YOUR OBJECTIVE =>
Down to the last line, reproduce the data below exactly.

═════ INFORMATION ═════

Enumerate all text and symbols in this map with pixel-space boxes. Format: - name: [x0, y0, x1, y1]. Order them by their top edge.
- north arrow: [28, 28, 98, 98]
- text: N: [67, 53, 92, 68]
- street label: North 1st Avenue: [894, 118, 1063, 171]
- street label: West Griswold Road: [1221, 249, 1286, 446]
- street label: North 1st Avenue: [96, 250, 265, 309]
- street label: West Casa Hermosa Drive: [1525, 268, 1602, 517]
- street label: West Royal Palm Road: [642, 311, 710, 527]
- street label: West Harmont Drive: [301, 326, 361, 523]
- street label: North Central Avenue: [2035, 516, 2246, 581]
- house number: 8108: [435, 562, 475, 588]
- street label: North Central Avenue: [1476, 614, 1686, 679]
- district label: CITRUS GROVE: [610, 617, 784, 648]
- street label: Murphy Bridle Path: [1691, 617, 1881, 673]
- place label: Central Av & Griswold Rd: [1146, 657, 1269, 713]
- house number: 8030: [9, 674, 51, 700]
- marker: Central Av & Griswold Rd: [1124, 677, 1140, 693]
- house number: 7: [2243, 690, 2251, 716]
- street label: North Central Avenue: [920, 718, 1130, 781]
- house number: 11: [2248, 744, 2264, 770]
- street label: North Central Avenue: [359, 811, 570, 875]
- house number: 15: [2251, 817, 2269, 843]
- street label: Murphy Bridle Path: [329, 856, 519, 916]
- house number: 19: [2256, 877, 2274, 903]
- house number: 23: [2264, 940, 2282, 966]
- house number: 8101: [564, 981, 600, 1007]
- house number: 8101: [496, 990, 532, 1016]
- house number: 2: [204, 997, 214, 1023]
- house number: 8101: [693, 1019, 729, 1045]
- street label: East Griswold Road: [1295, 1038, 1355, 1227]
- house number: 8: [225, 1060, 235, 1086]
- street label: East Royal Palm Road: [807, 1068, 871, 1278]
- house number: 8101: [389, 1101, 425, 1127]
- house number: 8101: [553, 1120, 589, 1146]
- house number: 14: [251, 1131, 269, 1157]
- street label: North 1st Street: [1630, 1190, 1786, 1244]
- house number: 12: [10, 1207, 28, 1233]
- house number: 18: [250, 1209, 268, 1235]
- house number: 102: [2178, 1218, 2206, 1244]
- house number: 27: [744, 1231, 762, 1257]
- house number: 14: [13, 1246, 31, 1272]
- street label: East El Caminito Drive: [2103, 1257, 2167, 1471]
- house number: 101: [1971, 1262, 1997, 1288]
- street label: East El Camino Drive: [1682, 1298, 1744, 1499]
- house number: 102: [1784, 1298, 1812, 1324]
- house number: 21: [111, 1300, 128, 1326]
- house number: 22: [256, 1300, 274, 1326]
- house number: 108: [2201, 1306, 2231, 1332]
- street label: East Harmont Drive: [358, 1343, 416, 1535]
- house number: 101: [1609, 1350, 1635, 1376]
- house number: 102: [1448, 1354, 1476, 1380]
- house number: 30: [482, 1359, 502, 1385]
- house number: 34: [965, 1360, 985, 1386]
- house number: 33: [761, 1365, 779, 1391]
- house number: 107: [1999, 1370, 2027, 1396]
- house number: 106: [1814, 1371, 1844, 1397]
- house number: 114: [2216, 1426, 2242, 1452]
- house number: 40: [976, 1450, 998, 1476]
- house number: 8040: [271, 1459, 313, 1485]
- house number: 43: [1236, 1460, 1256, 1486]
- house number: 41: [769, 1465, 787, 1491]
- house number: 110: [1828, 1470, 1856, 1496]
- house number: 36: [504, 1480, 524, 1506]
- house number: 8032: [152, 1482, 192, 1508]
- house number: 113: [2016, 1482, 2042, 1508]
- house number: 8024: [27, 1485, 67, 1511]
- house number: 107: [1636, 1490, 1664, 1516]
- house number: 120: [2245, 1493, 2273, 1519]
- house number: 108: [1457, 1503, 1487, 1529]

═════

EXERCISE ANSWER =>
Enumerate all text and symbols in this map with pixel-space boxes. Format: - name: [x0, y0, x1, y1]. Order them by their top edge.
- north arrow: [28, 28, 98, 98]
- text: N: [67, 53, 92, 68]
- street label: North 1st Avenue: [894, 118, 1063, 171]
- street label: West Griswold Road: [1221, 249, 1286, 446]
- street label: North 1st Avenue: [96, 250, 265, 309]
- street label: West Casa Hermosa Drive: [1525, 268, 1602, 517]
- street label: West Royal Palm Road: [642, 311, 710, 527]
- street label: West Harmont Drive: [301, 326, 361, 523]
- street label: North Central Avenue: [2035, 516, 2246, 581]
- house number: 8108: [435, 562, 475, 588]
- street label: North Central Avenue: [1476, 614, 1686, 679]
- district label: CITRUS GROVE: [610, 617, 784, 648]
- street label: Murphy Bridle Path: [1691, 617, 1881, 673]
- place label: Central Av & Griswold Rd: [1146, 657, 1269, 713]
- house number: 8030: [9, 674, 51, 700]
- marker: Central Av & Griswold Rd: [1124, 677, 1140, 693]
- house number: 7: [2243, 690, 2251, 716]
- street label: North Central Avenue: [920, 718, 1130, 781]
- house number: 11: [2248, 744, 2264, 770]
- street label: North Central Avenue: [359, 811, 570, 875]
- house number: 15: [2251, 817, 2269, 843]
- street label: Murphy Bridle Path: [329, 856, 519, 916]
- house number: 19: [2256, 877, 2274, 903]
- house number: 23: [2264, 940, 2282, 966]
- house number: 8101: [564, 981, 600, 1007]
- house number: 8101: [496, 990, 532, 1016]
- house number: 2: [204, 997, 214, 1023]
- house number: 8101: [693, 1019, 729, 1045]
- street label: East Griswold Road: [1295, 1038, 1355, 1227]
- house number: 8: [225, 1060, 235, 1086]
- street label: East Royal Palm Road: [807, 1068, 871, 1278]
- house number: 8101: [389, 1101, 425, 1127]
- house number: 8101: [553, 1120, 589, 1146]
- house number: 14: [251, 1131, 269, 1157]
- street label: North 1st Street: [1630, 1190, 1786, 1244]
- house number: 12: [10, 1207, 28, 1233]
- house number: 18: [250, 1209, 268, 1235]
- house number: 102: [2178, 1218, 2206, 1244]
- house number: 27: [744, 1231, 762, 1257]
- house number: 14: [13, 1246, 31, 1272]
- street label: East El Caminito Drive: [2103, 1257, 2167, 1471]
- house number: 101: [1971, 1262, 1997, 1288]
- street label: East El Camino Drive: [1682, 1298, 1744, 1499]
- house number: 102: [1784, 1298, 1812, 1324]
- house number: 21: [111, 1300, 128, 1326]
- house number: 22: [256, 1300, 274, 1326]
- house number: 108: [2201, 1306, 2231, 1332]
- street label: East Harmont Drive: [358, 1343, 416, 1535]
- house number: 101: [1609, 1350, 1635, 1376]
- house number: 102: [1448, 1354, 1476, 1380]
- house number: 30: [482, 1359, 502, 1385]
- house number: 34: [965, 1360, 985, 1386]
- house number: 33: [761, 1365, 779, 1391]
- house number: 107: [1999, 1370, 2027, 1396]
- house number: 106: [1814, 1371, 1844, 1397]
- house number: 114: [2216, 1426, 2242, 1452]
- house number: 40: [976, 1450, 998, 1476]
- house number: 8040: [271, 1459, 313, 1485]
- house number: 43: [1236, 1460, 1256, 1486]
- house number: 41: [769, 1465, 787, 1491]
- house number: 110: [1828, 1470, 1856, 1496]
- house number: 36: [504, 1480, 524, 1506]
- house number: 8032: [152, 1482, 192, 1508]
- house number: 113: [2016, 1482, 2042, 1508]
- house number: 8024: [27, 1485, 67, 1511]
- house number: 107: [1636, 1490, 1664, 1516]
- house number: 120: [2245, 1493, 2273, 1519]
- house number: 108: [1457, 1503, 1487, 1529]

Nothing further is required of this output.